Kasun's Blog: JDBC Storage Handler for Hive

Sunday, June 10, 2012

JDBC Storage Handler for Hive

I was able to complete the implementation of Hive JDBC Storage Handler with basic functionality. Therefore I thought to write a blog post describing the usage with some sample queries. Currently It supports writing into any database and reading from major databases (MySql, MsSql, Oracle, H2, PostgreSQL). This feature comes with WSO2 BAM 2.0.0 release.

Setting up the BAM to use Hive jdbc-handler.

Please add your jdbc-driver to $BAM_HOME/repository/component/lib directory, before starting the server.

Web UI for executing Hive queries.

BAM2 comes with a web ui for executing the Hive queries. Also there is a option to schedule the script

User interface for writing Hive Queries

User interface for scheduling hive script

Sample on writing analyzed data into JDBC

Here I am going to demonstrate the functionality of writing the analyzed data into JDBC storage. In this simple example, We'll fetch records from a file then analyze it using hive and finally store those analyzed data into MySQL database.

Records - These are the records that we are going to analyze.

bread   12      12/01/2012

sugar   20      12/01/2012

milk    5       12/01/2012

tea     33      12/01/2012

soap    10      12/01/2012

tea     9       13/01/2012

bread   21      13/01/2012

sugar   9       13/01/2012

milk    14      13/01/2012

soap    8       13/01/2012

biscuit 10      14/01/2012

Hive Queries

//drop tables if already exist

drop table productTable;

drop table summarizedTable;

CREATE TABLE productTable (product STRING, noOfItems INT, dateOfSold STRING) ROW FORMAT DELIMITED FIELDS TERMINATED BY '\t';

//Load the file with above records

load data local inpath '/opt/sample/data/productInfo.txt' into table productTable;

CREATE EXTERNAL TABLE IF NOT EXISTS

summarizedTable( product STRING, itemsSold INT)

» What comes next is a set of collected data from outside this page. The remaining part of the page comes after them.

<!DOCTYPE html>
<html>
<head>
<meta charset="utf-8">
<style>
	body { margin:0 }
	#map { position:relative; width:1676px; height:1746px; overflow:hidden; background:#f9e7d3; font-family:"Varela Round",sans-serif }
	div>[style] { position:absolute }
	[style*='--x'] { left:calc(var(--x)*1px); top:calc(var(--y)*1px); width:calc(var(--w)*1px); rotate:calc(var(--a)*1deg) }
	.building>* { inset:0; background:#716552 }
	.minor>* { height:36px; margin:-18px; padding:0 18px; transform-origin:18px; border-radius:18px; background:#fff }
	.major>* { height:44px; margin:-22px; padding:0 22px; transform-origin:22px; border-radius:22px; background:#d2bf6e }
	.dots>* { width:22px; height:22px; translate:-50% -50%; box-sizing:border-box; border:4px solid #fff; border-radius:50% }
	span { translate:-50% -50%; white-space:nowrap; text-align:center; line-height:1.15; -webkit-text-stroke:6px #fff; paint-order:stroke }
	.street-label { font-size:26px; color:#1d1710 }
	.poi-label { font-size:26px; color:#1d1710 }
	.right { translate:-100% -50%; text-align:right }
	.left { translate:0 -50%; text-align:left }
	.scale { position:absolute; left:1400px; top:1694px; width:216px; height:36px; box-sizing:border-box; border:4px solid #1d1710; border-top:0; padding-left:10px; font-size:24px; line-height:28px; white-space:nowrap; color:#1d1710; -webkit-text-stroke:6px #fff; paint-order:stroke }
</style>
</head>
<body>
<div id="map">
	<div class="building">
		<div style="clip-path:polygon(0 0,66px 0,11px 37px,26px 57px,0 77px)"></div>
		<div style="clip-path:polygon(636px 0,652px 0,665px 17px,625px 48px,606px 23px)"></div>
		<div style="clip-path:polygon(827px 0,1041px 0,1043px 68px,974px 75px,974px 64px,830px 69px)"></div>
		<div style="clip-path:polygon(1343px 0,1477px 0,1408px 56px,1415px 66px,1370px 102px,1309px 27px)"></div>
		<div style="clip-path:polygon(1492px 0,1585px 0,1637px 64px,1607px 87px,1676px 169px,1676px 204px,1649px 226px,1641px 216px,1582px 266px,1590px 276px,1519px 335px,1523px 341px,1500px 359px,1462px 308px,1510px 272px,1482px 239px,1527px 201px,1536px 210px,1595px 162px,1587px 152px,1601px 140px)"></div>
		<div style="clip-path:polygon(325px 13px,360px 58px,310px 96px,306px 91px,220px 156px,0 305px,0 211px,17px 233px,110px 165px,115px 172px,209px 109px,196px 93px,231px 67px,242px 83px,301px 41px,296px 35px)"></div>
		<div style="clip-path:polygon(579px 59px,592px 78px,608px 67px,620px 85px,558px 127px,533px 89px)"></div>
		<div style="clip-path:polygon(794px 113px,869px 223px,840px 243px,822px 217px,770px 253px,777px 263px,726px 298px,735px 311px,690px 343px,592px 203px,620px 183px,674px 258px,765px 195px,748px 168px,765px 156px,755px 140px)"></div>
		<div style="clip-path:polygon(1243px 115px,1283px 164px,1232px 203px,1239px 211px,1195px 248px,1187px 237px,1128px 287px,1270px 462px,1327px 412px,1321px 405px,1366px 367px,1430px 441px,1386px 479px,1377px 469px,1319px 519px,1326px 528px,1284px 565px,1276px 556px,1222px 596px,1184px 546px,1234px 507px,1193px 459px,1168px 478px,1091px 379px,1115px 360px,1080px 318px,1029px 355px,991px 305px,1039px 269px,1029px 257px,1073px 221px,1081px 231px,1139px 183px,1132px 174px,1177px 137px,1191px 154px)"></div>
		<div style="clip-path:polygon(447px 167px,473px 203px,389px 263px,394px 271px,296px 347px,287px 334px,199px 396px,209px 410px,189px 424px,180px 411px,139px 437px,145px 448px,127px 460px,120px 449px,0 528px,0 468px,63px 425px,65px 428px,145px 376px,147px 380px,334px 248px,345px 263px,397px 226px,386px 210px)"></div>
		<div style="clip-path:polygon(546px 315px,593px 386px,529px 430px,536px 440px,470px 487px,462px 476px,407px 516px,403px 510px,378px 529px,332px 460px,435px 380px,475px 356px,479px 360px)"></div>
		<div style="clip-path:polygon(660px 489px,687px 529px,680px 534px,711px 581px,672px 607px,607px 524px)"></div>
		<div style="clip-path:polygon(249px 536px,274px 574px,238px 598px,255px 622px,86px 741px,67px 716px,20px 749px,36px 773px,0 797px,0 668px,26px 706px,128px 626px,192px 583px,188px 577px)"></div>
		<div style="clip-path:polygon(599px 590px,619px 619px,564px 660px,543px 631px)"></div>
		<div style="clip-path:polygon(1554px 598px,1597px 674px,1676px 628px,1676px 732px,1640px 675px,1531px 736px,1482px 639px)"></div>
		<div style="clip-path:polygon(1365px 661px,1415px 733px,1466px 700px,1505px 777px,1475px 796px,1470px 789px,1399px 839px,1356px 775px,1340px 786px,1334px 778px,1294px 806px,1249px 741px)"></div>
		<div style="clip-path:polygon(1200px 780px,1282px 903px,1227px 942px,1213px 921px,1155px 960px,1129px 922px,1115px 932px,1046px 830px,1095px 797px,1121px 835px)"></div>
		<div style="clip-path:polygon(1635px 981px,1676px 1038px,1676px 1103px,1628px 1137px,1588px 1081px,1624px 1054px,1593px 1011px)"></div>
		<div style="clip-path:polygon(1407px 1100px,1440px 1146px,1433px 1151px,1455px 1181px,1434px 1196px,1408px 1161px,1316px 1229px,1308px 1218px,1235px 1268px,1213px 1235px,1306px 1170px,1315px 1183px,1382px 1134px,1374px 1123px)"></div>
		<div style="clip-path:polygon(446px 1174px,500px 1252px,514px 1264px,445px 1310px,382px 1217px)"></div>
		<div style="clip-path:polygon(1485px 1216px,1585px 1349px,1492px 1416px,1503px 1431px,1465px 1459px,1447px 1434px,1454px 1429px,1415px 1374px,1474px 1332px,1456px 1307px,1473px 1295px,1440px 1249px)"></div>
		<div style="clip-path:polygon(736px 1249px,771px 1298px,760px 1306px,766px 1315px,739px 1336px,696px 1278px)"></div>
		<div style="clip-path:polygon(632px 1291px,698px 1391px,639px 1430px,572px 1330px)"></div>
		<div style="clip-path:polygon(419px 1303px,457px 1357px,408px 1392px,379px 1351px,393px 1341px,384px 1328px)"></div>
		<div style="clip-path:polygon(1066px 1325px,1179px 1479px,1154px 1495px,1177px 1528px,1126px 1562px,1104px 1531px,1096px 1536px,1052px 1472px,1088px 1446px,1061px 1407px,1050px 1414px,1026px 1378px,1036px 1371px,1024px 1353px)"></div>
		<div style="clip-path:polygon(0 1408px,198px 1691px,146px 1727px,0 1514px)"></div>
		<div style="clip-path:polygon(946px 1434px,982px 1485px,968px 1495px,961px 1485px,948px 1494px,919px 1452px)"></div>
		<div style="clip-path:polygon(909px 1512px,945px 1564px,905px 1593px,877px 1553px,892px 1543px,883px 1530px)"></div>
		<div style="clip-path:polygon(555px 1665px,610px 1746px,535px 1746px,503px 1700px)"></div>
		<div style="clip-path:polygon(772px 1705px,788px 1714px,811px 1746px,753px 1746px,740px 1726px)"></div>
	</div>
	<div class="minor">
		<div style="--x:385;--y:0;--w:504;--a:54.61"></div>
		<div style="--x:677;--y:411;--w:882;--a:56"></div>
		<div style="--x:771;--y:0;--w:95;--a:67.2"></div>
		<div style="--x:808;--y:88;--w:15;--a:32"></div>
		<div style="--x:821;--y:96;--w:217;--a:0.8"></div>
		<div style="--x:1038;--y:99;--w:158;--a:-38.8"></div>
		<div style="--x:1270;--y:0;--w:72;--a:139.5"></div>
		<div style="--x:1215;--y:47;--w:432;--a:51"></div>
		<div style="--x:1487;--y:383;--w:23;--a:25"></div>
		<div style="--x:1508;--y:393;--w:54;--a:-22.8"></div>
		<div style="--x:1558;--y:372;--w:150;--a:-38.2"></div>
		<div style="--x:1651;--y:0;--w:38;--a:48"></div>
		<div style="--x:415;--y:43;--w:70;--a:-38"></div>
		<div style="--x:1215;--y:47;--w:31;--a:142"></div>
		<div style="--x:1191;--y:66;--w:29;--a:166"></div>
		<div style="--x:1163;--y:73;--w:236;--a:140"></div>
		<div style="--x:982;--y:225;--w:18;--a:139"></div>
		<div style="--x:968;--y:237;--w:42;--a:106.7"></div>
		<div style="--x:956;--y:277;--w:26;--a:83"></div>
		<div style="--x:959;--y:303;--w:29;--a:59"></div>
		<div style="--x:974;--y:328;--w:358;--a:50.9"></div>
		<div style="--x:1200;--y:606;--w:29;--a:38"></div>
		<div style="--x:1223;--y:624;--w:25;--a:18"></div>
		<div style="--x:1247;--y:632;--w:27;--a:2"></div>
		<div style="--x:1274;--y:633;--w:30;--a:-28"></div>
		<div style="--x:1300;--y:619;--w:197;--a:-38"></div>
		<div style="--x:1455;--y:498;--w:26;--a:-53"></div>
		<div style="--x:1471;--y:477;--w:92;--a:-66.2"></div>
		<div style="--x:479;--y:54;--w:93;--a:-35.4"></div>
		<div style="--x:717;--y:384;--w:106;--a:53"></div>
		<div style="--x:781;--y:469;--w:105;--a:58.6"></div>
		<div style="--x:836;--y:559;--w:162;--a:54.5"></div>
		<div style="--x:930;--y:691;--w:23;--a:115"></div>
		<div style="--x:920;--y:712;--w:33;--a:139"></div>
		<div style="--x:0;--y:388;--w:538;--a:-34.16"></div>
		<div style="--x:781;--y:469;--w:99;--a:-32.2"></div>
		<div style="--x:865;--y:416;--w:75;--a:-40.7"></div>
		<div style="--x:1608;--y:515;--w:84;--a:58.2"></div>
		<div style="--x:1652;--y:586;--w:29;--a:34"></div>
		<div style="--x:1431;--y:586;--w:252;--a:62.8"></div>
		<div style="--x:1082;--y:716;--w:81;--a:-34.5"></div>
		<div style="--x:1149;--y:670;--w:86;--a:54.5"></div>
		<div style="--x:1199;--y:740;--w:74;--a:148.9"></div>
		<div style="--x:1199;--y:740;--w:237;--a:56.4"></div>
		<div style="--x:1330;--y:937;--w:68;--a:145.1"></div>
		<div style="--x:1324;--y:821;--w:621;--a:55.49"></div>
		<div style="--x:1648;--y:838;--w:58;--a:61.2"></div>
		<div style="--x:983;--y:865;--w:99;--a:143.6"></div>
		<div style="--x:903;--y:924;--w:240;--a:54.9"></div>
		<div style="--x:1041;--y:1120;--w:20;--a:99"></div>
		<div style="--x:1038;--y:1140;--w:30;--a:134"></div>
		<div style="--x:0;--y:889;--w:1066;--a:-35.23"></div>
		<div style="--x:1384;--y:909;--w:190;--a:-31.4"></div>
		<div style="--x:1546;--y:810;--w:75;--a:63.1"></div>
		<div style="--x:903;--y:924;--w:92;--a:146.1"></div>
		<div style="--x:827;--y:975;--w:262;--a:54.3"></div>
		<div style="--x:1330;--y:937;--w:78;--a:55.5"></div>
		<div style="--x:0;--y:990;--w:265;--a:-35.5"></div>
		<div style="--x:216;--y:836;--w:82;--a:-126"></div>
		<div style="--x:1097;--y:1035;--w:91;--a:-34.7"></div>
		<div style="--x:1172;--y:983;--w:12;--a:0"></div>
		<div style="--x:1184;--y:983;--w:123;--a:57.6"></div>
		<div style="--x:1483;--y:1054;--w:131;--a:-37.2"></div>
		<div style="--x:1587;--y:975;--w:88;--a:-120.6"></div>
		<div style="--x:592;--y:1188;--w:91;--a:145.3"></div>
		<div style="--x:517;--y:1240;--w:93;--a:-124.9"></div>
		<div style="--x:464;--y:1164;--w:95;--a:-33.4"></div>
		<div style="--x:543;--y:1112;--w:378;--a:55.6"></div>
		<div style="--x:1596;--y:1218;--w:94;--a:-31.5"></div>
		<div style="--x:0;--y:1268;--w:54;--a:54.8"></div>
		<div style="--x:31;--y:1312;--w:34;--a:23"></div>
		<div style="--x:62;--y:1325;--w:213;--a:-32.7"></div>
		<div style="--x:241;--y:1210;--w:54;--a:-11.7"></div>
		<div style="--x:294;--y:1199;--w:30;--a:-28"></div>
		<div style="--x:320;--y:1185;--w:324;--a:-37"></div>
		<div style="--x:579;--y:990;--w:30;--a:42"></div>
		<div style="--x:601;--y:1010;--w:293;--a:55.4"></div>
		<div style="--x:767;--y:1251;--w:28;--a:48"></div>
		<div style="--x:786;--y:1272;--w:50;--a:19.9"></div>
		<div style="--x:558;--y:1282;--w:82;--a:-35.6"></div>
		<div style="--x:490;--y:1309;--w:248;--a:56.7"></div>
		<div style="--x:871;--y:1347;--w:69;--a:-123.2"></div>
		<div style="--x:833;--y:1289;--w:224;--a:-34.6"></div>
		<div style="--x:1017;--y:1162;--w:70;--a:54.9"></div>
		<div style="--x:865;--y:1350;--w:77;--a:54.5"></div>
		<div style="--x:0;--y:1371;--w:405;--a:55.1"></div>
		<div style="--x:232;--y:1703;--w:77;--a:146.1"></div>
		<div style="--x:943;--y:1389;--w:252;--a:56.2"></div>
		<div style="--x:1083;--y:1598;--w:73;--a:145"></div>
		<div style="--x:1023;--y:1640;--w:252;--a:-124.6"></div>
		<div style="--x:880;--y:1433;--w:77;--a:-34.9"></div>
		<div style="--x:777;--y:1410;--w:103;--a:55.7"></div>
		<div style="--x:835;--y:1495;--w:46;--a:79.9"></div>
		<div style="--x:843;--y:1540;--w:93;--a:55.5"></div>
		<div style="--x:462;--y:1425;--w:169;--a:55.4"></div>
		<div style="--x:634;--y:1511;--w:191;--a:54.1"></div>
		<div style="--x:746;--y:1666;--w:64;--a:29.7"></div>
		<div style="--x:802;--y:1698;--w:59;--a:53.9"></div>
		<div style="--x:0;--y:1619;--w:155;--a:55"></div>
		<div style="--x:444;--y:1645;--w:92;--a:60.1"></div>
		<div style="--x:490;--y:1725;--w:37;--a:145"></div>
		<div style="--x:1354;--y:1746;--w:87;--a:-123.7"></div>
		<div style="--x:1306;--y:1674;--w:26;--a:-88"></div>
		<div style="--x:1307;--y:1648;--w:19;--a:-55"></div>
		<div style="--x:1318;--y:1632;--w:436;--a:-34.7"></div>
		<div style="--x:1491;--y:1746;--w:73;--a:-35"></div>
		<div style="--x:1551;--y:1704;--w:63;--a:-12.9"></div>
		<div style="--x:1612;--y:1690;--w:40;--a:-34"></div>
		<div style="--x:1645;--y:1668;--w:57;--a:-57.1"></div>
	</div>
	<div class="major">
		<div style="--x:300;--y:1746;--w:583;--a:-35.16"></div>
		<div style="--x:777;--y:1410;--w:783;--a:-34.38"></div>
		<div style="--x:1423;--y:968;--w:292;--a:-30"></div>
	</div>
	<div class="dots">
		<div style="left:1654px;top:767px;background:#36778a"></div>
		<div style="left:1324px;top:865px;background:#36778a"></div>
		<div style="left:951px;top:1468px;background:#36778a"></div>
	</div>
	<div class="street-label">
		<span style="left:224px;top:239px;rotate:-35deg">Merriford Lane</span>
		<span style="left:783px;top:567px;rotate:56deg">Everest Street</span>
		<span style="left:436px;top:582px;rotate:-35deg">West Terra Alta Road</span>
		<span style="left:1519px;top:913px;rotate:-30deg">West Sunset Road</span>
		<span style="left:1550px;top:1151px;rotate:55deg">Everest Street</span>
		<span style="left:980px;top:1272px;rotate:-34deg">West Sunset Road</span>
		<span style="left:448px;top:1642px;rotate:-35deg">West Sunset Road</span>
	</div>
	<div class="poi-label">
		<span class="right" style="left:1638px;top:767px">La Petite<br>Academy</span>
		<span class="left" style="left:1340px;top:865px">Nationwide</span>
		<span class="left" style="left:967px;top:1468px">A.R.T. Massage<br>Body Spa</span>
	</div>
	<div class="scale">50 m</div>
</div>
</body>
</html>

STORED BY 'org.wso2.carbon.hadoop.hive.jdbc.storage.JDBCStorageHandler'

    TBLPROPERTIES (

                'mapred.jdbc.driver.class' = 'com.mysql.jdbc.Driver',

                'mapred.jdbc.url' = 'jdbc:mysql://localhost/test',

                'mapred.jdbc.username' = 'username',

                'mapred.jdbc.password' = 'password',

                'hive.jdbc.update.on.duplicate'= 'true',

                'hive.jdbc.primary.key.fields'='product',

                'hive.jdbc.table.create.query' = 'CREATE TABLE productSummary (product VARCHAR(50) NOT NULL PRIMARY KEY, itemsSold INT NOT NULL)');

insert overwrite table summarizedTable SELECT product, sum(noOfItems) FROM productTable GROUP BY product;

View the result in mysql.

mysql> select * from productSummary;
+---------+-----------+
| product | itemsSold |
+---------+-----------+
| biscuit |        10 |
| bread   |        33 |
| milk    |        19 |
| soap    |        18 |
| sugar   |        29 |
| tea     |        42 |
+---------+-----------+
6 rows in set (0.00 sec)

Detail description on TBLPROPERTIES in storage handler.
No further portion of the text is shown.